BEGIN
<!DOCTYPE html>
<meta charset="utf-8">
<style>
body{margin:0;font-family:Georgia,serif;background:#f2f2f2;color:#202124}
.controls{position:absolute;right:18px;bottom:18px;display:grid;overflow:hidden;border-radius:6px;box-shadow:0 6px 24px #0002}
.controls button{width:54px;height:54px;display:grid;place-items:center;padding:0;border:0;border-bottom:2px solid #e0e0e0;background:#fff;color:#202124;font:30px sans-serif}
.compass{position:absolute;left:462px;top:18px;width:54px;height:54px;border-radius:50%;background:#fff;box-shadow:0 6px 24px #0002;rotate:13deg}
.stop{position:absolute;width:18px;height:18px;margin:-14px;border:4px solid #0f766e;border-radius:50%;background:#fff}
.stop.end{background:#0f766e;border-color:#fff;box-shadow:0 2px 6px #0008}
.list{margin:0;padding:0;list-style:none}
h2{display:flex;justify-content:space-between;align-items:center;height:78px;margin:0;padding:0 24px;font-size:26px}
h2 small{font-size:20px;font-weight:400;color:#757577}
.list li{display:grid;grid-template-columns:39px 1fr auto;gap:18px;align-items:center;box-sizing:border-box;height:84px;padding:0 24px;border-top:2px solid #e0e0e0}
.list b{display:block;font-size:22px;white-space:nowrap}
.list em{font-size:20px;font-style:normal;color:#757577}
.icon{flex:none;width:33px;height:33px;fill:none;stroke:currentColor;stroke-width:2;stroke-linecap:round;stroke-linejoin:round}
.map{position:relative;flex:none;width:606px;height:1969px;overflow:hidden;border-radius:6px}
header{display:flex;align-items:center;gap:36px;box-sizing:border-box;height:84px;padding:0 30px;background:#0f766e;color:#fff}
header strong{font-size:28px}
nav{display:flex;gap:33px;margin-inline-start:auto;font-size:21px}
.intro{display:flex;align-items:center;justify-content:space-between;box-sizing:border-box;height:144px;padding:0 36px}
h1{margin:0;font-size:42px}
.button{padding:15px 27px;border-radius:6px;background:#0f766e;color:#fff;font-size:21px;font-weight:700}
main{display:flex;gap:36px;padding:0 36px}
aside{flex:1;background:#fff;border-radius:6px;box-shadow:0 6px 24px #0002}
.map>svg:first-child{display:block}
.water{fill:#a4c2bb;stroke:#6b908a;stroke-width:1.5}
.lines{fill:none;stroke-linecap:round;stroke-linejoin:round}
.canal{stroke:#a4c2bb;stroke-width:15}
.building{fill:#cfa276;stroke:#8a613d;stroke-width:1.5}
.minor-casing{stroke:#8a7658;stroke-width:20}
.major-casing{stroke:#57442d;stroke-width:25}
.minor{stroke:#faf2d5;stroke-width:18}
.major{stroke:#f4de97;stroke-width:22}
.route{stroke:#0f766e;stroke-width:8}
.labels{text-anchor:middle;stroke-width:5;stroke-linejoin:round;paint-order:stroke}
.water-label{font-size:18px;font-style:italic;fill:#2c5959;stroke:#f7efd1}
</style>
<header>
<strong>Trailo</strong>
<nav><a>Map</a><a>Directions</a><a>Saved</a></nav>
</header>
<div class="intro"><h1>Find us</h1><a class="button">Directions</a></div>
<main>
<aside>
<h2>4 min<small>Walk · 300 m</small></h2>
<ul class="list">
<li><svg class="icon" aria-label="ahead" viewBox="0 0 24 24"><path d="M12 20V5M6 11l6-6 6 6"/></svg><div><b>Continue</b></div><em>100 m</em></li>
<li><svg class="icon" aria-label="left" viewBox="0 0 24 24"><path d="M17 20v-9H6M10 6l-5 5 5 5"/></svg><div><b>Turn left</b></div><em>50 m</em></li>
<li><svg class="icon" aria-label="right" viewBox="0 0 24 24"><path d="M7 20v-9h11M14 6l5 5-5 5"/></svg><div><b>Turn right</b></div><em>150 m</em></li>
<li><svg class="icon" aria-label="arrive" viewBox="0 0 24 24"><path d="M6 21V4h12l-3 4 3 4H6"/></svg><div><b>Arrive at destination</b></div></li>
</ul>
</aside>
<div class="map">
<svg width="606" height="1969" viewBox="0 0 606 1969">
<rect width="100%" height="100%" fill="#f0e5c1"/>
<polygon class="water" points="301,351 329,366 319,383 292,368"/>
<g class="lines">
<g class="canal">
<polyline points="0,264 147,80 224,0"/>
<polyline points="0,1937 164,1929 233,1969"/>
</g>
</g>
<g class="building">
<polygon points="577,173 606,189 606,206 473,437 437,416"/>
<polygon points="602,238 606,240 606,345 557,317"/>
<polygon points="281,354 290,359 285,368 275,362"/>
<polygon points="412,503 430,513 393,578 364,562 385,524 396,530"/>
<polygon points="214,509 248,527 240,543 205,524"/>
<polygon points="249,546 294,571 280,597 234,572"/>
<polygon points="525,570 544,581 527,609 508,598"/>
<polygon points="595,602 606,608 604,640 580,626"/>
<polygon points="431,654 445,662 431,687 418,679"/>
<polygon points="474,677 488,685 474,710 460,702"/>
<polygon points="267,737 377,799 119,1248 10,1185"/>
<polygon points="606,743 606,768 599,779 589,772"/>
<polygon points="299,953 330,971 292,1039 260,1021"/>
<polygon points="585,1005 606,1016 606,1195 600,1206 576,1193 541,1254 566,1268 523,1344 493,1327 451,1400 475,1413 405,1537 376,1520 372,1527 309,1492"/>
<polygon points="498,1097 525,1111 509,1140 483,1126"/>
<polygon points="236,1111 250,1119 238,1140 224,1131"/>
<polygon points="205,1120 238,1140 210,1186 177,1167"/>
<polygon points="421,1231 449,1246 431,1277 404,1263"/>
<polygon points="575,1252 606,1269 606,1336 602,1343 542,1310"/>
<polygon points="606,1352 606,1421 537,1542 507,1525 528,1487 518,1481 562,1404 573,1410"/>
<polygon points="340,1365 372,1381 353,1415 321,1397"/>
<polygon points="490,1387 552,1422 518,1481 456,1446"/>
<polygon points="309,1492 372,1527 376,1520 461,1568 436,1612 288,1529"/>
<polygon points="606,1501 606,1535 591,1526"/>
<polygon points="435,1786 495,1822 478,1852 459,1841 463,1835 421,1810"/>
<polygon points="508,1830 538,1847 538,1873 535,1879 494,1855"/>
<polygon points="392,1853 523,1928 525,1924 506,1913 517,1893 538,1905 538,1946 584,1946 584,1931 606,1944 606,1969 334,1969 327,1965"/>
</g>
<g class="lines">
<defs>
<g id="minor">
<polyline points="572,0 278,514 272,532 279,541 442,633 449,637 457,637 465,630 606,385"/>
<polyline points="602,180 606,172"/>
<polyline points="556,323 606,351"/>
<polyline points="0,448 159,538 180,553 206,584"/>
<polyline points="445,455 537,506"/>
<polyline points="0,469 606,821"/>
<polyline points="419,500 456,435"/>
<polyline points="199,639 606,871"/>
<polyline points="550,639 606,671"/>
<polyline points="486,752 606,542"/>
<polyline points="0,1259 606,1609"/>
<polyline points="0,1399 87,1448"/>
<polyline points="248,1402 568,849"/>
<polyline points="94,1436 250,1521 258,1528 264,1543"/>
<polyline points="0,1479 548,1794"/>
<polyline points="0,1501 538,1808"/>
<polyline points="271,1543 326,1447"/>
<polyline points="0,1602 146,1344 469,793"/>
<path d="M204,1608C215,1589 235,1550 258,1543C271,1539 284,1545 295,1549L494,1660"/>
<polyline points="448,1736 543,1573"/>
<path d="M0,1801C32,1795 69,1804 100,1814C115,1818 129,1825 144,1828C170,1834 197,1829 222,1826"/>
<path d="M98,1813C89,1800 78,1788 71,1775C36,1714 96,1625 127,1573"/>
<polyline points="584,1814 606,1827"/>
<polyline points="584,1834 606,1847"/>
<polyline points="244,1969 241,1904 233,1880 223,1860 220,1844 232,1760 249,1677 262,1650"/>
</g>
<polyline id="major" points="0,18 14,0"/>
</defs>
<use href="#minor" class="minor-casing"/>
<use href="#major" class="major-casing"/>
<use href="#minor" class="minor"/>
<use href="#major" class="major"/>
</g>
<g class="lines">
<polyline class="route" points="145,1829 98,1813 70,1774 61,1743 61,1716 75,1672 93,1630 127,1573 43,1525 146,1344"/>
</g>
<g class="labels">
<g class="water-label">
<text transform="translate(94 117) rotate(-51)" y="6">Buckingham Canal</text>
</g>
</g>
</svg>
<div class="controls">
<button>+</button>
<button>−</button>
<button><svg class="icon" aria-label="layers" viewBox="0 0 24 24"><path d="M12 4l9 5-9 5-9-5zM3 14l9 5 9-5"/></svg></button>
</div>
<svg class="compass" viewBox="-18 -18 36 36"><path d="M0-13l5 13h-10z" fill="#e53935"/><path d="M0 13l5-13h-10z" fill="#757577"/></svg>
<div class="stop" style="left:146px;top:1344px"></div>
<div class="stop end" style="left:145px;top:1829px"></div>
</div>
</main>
END
### PROBLEM DETAILS
Wherever a line in the data above contains the word "header", copy that line.

### SOLUTION TO THE PROBLEM
header{display:flex;align-items:center;gap:36px;box-sizing:border-box;height:84px;padding:0 30px;background:#0f766e;color:#fff}
header strong{font-size:28px}
<header>
</header>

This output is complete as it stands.